- _ACTIVITY_
What you return should match the data below exactly, with every entry reproduced.

- _DATA TO EXAMINE_
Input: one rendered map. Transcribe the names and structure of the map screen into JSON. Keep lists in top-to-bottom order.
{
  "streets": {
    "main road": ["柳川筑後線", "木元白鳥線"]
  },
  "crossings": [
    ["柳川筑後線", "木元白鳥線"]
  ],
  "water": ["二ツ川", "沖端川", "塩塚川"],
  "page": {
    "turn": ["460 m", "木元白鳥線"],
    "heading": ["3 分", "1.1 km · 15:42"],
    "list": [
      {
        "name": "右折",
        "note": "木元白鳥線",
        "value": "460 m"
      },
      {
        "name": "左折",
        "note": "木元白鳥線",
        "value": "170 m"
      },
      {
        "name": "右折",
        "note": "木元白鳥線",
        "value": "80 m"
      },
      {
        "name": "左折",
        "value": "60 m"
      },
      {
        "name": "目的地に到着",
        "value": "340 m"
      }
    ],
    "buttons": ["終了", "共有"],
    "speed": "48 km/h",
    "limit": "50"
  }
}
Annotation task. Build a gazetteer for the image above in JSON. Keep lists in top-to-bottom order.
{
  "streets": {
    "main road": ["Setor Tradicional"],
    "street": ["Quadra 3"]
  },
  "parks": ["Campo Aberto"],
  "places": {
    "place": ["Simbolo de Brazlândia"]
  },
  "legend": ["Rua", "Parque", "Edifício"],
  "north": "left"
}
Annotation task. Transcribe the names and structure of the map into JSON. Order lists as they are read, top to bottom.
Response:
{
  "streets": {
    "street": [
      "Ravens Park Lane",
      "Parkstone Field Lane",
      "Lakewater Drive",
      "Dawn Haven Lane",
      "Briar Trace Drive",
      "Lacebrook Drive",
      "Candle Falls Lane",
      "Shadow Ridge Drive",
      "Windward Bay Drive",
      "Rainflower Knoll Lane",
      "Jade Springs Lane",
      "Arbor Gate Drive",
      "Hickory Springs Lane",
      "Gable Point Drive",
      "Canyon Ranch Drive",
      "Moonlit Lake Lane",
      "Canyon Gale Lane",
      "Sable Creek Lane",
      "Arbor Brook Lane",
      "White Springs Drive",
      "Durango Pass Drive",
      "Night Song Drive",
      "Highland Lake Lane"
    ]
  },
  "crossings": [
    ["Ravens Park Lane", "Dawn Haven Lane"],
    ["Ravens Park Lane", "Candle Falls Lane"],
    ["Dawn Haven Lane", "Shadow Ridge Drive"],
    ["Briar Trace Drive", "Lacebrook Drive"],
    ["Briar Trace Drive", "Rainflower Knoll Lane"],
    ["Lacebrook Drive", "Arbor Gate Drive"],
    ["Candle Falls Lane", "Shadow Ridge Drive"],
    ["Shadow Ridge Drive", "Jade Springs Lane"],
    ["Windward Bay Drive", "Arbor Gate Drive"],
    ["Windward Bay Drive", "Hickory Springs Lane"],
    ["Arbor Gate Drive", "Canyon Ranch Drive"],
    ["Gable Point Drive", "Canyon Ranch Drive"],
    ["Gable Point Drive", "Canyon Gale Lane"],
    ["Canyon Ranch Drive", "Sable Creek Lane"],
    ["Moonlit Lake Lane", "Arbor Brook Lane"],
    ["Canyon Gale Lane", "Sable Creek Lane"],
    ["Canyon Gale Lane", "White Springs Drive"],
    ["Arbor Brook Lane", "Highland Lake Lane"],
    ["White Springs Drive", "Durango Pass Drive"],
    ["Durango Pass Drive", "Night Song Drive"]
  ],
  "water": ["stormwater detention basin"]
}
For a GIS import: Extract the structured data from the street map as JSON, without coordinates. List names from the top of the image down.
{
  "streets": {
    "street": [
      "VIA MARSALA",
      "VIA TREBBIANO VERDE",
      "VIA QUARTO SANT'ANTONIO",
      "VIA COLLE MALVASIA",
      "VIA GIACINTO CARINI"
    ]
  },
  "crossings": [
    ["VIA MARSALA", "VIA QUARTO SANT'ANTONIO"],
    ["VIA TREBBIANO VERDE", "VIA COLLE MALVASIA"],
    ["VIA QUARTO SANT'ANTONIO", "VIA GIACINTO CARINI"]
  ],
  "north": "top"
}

- _SOLUTION FOR THIS EXERCISE_
Input: one rendered map. Transcribe the names and structure of the map screen into JSON. Keep lists in top-to-bottom order.
{
  "streets": {
    "main road": ["柳川筑後線", "木元白鳥線"]
  },
  "crossings": [
    ["柳川筑後線", "木元白鳥線"]
  ],
  "water": ["二ツ川", "沖端川", "塩塚川"],
  "page": {
    "turn": ["460 m", "木元白鳥線"],
    "heading": ["3 分", "1.1 km · 15:42"],
    "list": [
      {
        "name": "右折",
        "note": "木元白鳥線",
        "value": "460 m"
      },
      {
        "name": "左折",
        "note": "木元白鳥線",
        "value": "170 m"
      },
      {
        "name": "右折",
        "note": "木元白鳥線",
        "value": "80 m"
      },
      {
        "name": "左折",
        "value": "60 m"
      },
      {
        "name": "目的地に到着",
        "value": "340 m"
      }
    ],
    "buttons": ["終了", "共有"],
    "speed": "48 km/h",
    "limit": "50"
  }
}
Annotation task. Build a gazetteer for the image above in JSON. Keep lists in top-to-bottom order.
{
  "streets": {
    "main road": ["Setor Tradicional"],
    "street": ["Quadra 3"]
  },
  "parks": ["Campo Aberto"],
  "places": {
    "place": ["Simbolo de Brazlândia"]
  },
  "legend": ["Rua", "Parque", "Edifício"],
  "north": "left"
}
Annotation task. Transcribe the names and structure of the map into JSON. Order lists as they are read, top to bottom.
Response:
{
  "streets": {
    "street": [
      "Ravens Park Lane",
      "Parkstone Field Lane",
      "Lakewater Drive",
      "Dawn Haven Lane",
      "Briar Trace Drive",
      "Lacebrook Drive",
      "Candle Falls Lane",
      "Shadow Ridge Drive",
      "Windward Bay Drive",
      "Rainflower Knoll Lane",
      "Jade Springs Lane",
      "Arbor Gate Drive",
      "Hickory Springs Lane",
      "Gable Point Drive",
      "Canyon Ranch Drive",
      "Moonlit Lake Lane",
      "Canyon Gale Lane",
      "Sable Creek Lane",
      "Arbor Brook Lane",
      "White Springs Drive",
      "Durango Pass Drive",
      "Night Song Drive",
      "Highland Lake Lane"
    ]
  },
  "crossings": [
    ["Ravens Park Lane", "Dawn Haven Lane"],
    ["Ravens Park Lane", "Candle Falls Lane"],
    ["Dawn Haven Lane", "Shadow Ridge Drive"],
    ["Briar Trace Drive", "Lacebrook Drive"],
    ["Briar Trace Drive", "Rainflower Knoll Lane"],
    ["Lacebrook Drive", "Arbor Gate Drive"],
    ["Candle Falls Lane", "Shadow Ridge Drive"],
    ["Shadow Ridge Drive", "Jade Springs Lane"],
    ["Windward Bay Drive", "Arbor Gate Drive"],
    ["Windward Bay Drive", "Hickory Springs Lane"],
    ["Arbor Gate Drive", "Canyon Ranch Drive"],
    ["Gable Point Drive", "Canyon Ranch Drive"],
    ["Gable Point Drive", "Canyon Gale Lane"],
    ["Canyon Ranch Drive", "Sable Creek Lane"],
    ["Moonlit Lake Lane", "Arbor Brook Lane"],
    ["Canyon Gale Lane", "Sable Creek Lane"],
    ["Canyon Gale Lane", "White Springs Drive"],
    ["Arbor Brook Lane", "Highland Lake Lane"],
    ["White Springs Drive", "Durango Pass Drive"],
    ["Durango Pass Drive", "Night Song Drive"]
  ],
  "water": ["stormwater detention basin"]
}
For a GIS import: Extract the structured data from the street map as JSON, without coordinates. List names from the top of the image down.
{
  "streets": {
    "street": [
      "VIA MARSALA",
      "VIA TREBBIANO VERDE",
      "VIA QUARTO SANT'ANTONIO",
      "VIA COLLE MALVASIA",
      "VIA GIACINTO CARINI"
    ]
  },
  "crossings": [
    ["VIA MARSALA", "VIA QUARTO SANT'ANTONIO"],
    ["VIA TREBBIANO VERDE", "VIA COLLE MALVASIA"],
    ["VIA QUARTO SANT'ANTONIO", "VIA GIACINTO CARINI"]
  ],
  "north": "top"
}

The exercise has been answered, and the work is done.